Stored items

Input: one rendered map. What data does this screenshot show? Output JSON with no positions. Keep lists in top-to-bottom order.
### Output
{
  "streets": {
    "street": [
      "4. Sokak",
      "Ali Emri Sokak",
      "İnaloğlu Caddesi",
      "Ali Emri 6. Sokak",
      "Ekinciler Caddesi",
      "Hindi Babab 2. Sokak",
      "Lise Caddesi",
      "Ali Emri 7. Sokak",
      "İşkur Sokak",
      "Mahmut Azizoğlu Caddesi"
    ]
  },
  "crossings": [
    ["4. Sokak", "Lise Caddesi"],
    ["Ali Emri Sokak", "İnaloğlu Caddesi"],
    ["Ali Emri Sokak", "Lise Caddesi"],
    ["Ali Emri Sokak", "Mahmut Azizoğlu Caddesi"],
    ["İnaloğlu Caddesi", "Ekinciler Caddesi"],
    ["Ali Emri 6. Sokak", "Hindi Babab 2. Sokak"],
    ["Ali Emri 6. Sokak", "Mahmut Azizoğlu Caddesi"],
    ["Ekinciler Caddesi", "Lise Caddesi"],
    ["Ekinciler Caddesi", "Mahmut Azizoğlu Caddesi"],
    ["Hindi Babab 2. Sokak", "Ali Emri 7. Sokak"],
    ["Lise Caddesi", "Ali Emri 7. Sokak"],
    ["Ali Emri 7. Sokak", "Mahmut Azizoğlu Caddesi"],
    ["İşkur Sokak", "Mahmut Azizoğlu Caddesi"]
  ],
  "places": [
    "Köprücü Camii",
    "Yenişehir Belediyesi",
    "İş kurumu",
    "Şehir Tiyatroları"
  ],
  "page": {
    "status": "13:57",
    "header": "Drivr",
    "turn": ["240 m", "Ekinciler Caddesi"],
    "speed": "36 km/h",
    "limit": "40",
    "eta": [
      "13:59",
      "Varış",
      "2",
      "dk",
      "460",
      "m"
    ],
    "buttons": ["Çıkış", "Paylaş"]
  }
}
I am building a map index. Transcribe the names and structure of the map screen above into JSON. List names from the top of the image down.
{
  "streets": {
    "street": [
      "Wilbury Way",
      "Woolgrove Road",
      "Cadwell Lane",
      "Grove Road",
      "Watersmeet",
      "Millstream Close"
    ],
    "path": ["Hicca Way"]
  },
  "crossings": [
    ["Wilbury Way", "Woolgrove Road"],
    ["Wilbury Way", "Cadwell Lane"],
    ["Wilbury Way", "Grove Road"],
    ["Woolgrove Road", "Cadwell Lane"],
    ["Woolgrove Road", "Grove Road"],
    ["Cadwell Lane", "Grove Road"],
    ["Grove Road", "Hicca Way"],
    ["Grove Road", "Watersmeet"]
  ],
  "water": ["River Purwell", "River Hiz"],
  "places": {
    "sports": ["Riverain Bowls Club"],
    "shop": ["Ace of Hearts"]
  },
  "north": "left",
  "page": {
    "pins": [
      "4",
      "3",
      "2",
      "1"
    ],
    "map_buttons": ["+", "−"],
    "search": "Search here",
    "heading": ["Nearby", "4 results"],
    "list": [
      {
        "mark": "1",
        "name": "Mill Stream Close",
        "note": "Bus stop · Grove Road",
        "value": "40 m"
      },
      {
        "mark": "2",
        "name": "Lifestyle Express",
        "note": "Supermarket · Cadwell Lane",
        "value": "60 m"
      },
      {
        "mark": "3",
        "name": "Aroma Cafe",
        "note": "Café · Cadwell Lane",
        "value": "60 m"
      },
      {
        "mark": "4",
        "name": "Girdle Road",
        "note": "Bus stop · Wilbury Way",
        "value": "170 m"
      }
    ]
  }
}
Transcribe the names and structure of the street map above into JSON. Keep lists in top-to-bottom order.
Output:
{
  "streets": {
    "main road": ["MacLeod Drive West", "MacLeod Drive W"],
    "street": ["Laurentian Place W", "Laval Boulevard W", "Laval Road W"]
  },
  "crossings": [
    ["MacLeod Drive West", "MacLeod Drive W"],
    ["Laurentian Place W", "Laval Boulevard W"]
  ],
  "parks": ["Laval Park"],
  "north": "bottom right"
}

# What the task requires:
Only these lines should appear in the reply: the one containing "Transcribe the names and structure of the street", the last line of the data, and all lines between them, each copied exactly.

# Reply to the exercise:
Transcribe the names and structure of the street map above into JSON. Keep lists in top-to-bottom order.
Output:
{
  "streets": {
    "main road": ["MacLeod Drive West", "MacLeod Drive W"],
    "street": ["Laurentian Place W", "Laval Boulevard W", "Laval Road W"]
  },
  "crossings": [
    ["MacLeod Drive West", "MacLeod Drive W"],
    ["Laurentian Place W", "Laval Boulevard W"]
  ],
  "parks": ["Laval Park"],
  "north": "bottom right"
}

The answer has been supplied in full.